We visualize the learned features of DeiT and TNT to further understand the effect of the proposed method. For better visualization, the input image is resized to 1024 $\times$ 1024. The feature maps are formed by reshaping the patch embeddings according to their spatial positions. The feature maps in the 1-st, 6-th and 12-th blocks are shown in Fig. 3(a) where 12 feature maps are randomly sampled for these blocks each. In TNT, the local information are better preserved compared to DeiT. We also visualize all the 384 feature maps in the 12-th block using t-SNE (Fig. 3(b)). We can see that the features of TNT are more diverse and contain richer information than those of DeiT. These benefits owe to the introduction of inner transformer block for modeling local features.

In addition to the patch-level features, we also visualize the pixel-level embeddings of TNT in Fig. 4. For each patch, we reshape the word embeddings according to their spatial positions to form the feature maps and then average these feature maps by the channel dimension. The averaged feature maps corresponding to the 14 $\times$ 14 patches are shown in Fig. 4. We can see that the local information is well preserved in the shallow layers, and the representations become more abstract gradually as the network goes deeper.

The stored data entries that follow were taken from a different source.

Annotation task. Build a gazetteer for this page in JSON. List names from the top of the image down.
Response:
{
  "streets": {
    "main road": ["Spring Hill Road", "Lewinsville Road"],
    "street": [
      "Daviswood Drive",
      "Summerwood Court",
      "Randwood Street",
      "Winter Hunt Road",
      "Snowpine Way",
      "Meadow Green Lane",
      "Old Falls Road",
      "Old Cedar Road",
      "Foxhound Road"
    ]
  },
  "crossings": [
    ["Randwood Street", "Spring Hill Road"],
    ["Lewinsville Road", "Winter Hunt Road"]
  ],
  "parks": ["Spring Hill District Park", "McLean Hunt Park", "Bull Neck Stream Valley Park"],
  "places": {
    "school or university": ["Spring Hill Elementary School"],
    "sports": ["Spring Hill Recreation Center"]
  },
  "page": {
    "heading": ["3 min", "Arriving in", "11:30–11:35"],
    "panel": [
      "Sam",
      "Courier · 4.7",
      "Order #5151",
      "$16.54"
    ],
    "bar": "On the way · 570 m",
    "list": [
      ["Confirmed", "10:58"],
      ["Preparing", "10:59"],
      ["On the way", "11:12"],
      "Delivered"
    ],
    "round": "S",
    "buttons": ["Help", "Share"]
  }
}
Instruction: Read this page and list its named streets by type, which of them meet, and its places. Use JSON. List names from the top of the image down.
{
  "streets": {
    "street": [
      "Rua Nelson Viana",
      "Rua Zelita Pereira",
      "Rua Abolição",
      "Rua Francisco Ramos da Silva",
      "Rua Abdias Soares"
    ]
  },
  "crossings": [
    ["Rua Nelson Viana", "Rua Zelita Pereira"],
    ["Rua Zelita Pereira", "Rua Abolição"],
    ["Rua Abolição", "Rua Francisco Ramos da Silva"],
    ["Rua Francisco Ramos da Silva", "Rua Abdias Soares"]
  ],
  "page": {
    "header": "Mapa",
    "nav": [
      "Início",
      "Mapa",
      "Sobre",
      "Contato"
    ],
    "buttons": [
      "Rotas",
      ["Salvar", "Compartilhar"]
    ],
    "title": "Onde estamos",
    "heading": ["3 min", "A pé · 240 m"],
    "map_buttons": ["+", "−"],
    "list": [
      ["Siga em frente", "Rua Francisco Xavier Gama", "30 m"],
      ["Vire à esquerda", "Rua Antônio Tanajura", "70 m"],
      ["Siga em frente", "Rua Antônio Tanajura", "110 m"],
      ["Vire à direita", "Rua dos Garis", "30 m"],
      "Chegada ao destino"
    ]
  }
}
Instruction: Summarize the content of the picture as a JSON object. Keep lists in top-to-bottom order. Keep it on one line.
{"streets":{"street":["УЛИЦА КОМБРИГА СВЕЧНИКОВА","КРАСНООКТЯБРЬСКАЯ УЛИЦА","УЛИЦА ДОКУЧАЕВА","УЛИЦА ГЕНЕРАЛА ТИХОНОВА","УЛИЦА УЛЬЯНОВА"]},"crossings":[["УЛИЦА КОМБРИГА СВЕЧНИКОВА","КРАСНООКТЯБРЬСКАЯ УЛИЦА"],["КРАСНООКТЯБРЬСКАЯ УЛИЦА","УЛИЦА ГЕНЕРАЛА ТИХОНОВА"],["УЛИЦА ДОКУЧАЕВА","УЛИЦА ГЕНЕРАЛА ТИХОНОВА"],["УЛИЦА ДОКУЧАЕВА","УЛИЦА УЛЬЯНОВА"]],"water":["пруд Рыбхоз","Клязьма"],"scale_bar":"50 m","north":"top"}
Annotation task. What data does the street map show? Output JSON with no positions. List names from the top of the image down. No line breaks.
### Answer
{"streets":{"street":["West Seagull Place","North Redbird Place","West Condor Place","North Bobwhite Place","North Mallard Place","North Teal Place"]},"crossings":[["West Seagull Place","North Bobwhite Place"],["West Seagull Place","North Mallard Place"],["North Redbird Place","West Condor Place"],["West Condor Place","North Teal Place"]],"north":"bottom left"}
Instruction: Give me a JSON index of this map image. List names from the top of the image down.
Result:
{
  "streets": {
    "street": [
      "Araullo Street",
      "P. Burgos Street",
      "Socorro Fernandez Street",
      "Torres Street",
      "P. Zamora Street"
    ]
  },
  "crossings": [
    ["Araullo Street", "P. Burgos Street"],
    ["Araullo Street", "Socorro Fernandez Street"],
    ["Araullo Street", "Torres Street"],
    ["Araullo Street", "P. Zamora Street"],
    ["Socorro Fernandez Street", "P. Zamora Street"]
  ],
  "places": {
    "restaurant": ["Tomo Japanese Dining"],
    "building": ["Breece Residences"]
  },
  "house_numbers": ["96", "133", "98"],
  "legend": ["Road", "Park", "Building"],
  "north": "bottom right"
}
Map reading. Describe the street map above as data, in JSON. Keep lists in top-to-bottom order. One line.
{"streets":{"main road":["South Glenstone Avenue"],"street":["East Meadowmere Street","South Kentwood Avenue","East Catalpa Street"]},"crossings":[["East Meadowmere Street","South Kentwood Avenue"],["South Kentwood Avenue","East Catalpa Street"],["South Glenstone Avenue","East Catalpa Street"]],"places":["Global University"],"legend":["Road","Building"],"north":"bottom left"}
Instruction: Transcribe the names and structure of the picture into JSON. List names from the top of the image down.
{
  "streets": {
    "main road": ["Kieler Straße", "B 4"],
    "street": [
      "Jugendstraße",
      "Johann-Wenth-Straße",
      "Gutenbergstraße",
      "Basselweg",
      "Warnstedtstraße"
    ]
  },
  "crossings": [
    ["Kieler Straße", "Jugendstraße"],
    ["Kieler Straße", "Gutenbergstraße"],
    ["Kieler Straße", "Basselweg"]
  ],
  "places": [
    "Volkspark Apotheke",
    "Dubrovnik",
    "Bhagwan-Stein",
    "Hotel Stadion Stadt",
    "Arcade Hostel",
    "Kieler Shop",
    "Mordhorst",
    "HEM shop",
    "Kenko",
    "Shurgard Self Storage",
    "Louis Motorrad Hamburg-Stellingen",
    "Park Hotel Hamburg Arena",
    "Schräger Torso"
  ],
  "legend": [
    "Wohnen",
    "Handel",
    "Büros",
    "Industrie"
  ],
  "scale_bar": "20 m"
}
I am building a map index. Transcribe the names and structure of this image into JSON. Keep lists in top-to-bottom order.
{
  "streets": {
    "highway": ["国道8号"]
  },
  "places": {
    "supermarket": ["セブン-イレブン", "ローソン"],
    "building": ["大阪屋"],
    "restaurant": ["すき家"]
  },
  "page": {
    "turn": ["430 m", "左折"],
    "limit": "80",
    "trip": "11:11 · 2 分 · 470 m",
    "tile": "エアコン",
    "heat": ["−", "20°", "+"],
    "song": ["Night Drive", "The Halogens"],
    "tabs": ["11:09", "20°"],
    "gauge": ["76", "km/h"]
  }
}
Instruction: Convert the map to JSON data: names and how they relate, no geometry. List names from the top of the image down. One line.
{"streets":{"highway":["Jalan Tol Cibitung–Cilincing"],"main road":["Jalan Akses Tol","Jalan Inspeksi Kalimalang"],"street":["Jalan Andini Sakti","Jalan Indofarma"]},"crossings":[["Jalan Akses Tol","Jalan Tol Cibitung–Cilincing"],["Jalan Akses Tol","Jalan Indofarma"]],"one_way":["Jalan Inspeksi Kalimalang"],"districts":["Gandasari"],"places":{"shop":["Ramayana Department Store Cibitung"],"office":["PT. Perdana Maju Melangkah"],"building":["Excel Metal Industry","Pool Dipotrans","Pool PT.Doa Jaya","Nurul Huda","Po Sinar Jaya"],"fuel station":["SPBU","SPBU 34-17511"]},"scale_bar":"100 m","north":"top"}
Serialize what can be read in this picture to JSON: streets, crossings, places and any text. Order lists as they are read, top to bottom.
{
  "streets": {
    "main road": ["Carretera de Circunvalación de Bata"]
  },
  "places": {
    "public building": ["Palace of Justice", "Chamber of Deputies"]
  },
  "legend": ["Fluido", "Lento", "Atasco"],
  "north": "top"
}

Visualization of Attention Maps.

There are two self-attention layers in our TNT block, i.e., an inner self-attention and an outer self-attention for modeling relationship among visual words and sentences respectively. We show the attention maps of different queries in the inner transformer in Figure 5. For a given query visual word, the attention values of visual words with similar appearance are higher, indicating their features will be interacted more relevantly with the query. These interactions are missed in ViT and DeiT, etc. The attention maps in the outer transformer can be found in the supplemental material.

5 Transfer Learning

To demonstrate the strong generalization ability of TNT, we transfer TNT-S, TNT-B models trained on ImageNet to the downstream tasks.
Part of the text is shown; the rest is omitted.